* **REQUIREMENT**
Start to finish, return the listing exactly as written.

* **PROVIDED RECORDS**

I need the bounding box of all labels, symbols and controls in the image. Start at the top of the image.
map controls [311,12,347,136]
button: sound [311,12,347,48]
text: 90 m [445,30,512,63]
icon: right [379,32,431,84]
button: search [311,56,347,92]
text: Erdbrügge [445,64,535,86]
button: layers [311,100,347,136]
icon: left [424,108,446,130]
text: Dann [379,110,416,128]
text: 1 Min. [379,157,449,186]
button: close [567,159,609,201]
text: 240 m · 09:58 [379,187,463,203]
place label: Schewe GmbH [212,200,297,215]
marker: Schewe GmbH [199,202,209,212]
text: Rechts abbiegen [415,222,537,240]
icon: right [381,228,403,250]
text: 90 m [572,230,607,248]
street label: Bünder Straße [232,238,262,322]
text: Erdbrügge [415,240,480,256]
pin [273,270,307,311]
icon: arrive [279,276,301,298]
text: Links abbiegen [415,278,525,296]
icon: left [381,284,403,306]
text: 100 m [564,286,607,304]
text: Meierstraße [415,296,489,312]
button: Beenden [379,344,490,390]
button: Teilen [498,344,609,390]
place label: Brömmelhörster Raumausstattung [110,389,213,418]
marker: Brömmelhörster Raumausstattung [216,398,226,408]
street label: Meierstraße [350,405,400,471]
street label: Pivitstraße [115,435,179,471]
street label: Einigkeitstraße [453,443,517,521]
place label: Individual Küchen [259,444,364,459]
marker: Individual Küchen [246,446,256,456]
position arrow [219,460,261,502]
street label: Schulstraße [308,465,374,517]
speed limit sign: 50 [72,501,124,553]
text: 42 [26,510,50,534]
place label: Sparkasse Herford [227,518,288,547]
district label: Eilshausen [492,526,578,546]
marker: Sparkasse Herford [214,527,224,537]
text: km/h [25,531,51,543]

* **ANSWER BOX**
I need the bounding box of all labels, symbols and controls in the image. Start at the top of the image.
map controls [311,12,347,136]
button: sound [311,12,347,48]
text: 90 m [445,30,512,63]
icon: right [379,32,431,84]
button: search [311,56,347,92]
text: Erdbrügge [445,64,535,86]
button: layers [311,100,347,136]
icon: left [424,108,446,130]
text: Dann [379,110,416,128]
text: 1 Min. [379,157,449,186]
button: close [567,159,609,201]
text: 240 m · 09:58 [379,187,463,203]
place label: Schewe GmbH [212,200,297,215]
marker: Schewe GmbH [199,202,209,212]
text: Rechts abbiegen [415,222,537,240]
icon: right [381,228,403,250]
text: 90 m [572,230,607,248]
street label: Bünder Straße [232,238,262,322]
text: Erdbrügge [415,240,480,256]
pin [273,270,307,311]
icon: arrive [279,276,301,298]
text: Links abbiegen [415,278,525,296]
icon: left [381,284,403,306]
text: 100 m [564,286,607,304]
text: Meierstraße [415,296,489,312]
button: Beenden [379,344,490,390]
button: Teilen [498,344,609,390]
place label: Brömmelhörster Raumausstattung [110,389,213,418]
marker: Brömmelhörster Raumausstattung [216,398,226,408]
street label: Meierstraße [350,405,400,471]
street label: Pivitstraße [115,435,179,471]
street label: Einigkeitstraße [453,443,517,521]
place label: Individual Küchen [259,444,364,459]
marker: Individual Küchen [246,446,256,456]
position arrow [219,460,261,502]
street label: Schulstraße [308,465,374,517]
speed limit sign: 50 [72,501,124,553]
text: 42 [26,510,50,534]
place label: Sparkasse Herford [227,518,288,547]
district label: Eilshausen [492,526,578,546]
marker: Sparkasse Herford [214,527,224,537]
text: km/h [25,531,51,543]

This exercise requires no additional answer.